The Fed sees that the decline in inflation is slower than their expectations. US inflation hit 8.3% (yoy) in August, slightly lower from 8.5% (yoy) in July.

"A number of participants underlined the importance of taking a firm stance for as long as necessary. Historical experience has shown the dangers of ending tight policies prematurely," the paper reads.

With the increase in the PPI and the hawkish attitude of the Fed, market participants then expect that the Fed will still raise interest rates aggressively in November.

Based on the CME FedWatch tool, the market that expects the Fed's rate hike of 50 basis points (bp) has a 15.2% probability. Meanwhile, those who predict an increase of 75 bp have a probability of reaching 84.8%.

Recession is getting louder, Asian stocks close down

Meanwhile, market participants also tend to adopt a wait-and-see attitude ahead of the release of inflation data from the US consumer price index (CPI) for the period of September 2022.

Dow Jones analyst consensus predicts CPI as of September 2022 to rise 0.3% on a monthly basis. Up from the previous month at 0.1%. However, the annual inflation rate will slope to 8.1% from August 2022 at 8.3%.

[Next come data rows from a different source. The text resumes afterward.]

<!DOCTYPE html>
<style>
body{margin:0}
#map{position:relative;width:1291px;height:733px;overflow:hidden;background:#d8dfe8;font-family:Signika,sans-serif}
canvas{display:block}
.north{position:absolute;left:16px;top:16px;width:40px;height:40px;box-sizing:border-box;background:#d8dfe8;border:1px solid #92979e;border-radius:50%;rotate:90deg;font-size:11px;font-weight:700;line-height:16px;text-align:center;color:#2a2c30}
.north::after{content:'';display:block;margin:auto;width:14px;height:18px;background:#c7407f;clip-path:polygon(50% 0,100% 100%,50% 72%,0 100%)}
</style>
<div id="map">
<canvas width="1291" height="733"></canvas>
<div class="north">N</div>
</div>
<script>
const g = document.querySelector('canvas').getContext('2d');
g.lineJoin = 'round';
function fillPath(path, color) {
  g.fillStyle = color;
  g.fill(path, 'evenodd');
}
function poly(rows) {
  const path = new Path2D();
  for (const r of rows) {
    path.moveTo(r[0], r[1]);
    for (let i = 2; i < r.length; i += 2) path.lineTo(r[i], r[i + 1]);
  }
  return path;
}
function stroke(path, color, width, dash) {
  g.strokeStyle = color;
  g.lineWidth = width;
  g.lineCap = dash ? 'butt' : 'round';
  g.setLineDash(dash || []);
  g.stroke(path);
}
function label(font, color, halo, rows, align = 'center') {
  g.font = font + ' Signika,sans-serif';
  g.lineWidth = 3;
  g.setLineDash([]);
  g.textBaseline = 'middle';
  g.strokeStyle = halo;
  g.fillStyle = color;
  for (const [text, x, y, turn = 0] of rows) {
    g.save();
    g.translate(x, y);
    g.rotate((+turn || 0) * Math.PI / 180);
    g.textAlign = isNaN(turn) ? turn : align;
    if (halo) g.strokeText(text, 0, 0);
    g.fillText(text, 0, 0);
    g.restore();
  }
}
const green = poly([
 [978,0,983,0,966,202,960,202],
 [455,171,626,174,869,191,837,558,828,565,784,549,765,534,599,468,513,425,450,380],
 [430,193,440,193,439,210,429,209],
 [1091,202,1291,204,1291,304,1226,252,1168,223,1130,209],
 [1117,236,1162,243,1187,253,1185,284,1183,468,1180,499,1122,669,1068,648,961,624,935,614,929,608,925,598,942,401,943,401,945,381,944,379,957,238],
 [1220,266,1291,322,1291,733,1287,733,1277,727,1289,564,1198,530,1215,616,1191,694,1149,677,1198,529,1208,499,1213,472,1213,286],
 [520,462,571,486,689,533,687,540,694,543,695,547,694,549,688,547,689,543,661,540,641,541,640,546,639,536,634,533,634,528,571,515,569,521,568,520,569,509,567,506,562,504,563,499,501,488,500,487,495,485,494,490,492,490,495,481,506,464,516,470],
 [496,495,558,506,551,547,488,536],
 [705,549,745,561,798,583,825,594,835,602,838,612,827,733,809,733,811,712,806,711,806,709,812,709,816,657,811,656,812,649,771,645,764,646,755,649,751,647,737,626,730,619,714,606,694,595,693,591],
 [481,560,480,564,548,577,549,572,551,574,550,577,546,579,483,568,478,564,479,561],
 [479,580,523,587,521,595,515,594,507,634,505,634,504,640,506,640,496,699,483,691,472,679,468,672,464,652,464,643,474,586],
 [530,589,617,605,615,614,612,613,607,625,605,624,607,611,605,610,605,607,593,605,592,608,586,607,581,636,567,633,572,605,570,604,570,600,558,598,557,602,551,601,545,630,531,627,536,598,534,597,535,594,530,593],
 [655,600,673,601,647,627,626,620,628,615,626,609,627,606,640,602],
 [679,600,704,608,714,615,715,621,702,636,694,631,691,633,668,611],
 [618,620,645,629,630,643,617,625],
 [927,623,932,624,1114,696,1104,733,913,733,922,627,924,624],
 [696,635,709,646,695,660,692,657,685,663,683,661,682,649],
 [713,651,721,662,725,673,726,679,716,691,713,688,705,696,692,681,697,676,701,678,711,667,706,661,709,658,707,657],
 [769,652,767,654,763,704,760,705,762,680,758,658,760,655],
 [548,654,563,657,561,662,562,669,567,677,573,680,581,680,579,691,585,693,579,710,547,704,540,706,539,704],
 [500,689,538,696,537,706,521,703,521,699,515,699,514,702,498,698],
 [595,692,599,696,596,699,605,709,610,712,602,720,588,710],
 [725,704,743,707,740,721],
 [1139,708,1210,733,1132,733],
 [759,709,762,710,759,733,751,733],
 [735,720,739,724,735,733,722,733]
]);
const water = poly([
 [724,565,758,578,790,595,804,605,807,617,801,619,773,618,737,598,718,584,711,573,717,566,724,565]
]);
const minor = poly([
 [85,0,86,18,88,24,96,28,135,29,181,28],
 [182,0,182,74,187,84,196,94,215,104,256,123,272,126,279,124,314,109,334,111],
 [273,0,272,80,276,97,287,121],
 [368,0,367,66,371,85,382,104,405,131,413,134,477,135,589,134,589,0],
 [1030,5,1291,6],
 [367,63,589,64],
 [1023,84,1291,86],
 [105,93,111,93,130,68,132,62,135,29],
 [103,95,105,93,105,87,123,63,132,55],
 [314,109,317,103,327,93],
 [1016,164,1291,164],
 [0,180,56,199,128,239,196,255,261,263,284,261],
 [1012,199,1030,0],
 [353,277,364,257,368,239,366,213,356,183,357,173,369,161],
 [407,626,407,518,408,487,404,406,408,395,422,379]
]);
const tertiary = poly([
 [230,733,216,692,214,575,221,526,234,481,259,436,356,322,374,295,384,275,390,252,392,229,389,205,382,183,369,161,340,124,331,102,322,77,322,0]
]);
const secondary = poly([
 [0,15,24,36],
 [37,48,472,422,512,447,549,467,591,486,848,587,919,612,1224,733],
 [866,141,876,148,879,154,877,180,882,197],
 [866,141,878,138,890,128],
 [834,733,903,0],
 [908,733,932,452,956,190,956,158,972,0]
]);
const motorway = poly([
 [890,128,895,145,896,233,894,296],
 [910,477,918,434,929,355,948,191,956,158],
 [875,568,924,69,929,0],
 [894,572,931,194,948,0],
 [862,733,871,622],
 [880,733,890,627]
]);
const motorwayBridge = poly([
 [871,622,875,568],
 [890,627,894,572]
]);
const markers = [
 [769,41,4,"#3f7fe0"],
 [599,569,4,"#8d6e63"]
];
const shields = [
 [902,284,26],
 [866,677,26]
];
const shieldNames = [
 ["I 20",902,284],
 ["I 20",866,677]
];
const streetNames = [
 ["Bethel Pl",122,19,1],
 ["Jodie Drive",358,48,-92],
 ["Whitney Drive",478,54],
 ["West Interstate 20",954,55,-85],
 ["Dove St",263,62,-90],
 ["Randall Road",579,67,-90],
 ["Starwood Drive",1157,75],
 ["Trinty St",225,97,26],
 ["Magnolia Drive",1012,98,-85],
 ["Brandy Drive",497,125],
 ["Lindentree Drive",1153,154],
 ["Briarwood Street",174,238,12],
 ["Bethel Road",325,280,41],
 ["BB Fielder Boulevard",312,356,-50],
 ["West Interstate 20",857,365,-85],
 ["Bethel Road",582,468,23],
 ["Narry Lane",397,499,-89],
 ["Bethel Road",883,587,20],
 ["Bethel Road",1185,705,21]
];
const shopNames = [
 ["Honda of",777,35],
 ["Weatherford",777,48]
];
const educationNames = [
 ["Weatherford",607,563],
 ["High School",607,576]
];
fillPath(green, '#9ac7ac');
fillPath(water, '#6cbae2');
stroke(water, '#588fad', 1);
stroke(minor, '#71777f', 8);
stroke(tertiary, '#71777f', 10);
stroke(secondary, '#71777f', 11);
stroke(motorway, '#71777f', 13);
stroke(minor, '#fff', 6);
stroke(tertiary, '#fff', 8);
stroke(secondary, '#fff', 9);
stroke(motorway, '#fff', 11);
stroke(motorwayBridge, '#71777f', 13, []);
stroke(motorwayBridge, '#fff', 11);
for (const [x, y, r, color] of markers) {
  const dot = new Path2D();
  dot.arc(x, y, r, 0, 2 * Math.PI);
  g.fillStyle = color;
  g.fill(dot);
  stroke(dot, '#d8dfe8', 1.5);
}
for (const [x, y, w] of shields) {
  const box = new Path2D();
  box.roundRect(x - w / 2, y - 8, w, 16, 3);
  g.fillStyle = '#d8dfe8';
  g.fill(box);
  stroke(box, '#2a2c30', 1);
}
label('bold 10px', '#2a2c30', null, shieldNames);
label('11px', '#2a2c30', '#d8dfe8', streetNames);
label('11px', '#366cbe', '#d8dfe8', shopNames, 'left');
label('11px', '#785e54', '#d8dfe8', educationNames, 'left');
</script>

The increase in the US CPI is predicted to be affected by the increase in the US PPI for the September 2022 period which was released earlier yesterday.

High inflation will reduce purchasing power, while high interest rates will hinder the expansion of the business world to household spending, so that the economy is threatened with a recession.

With interest rates held at high levels, there is a risk that the recession could be prolonged.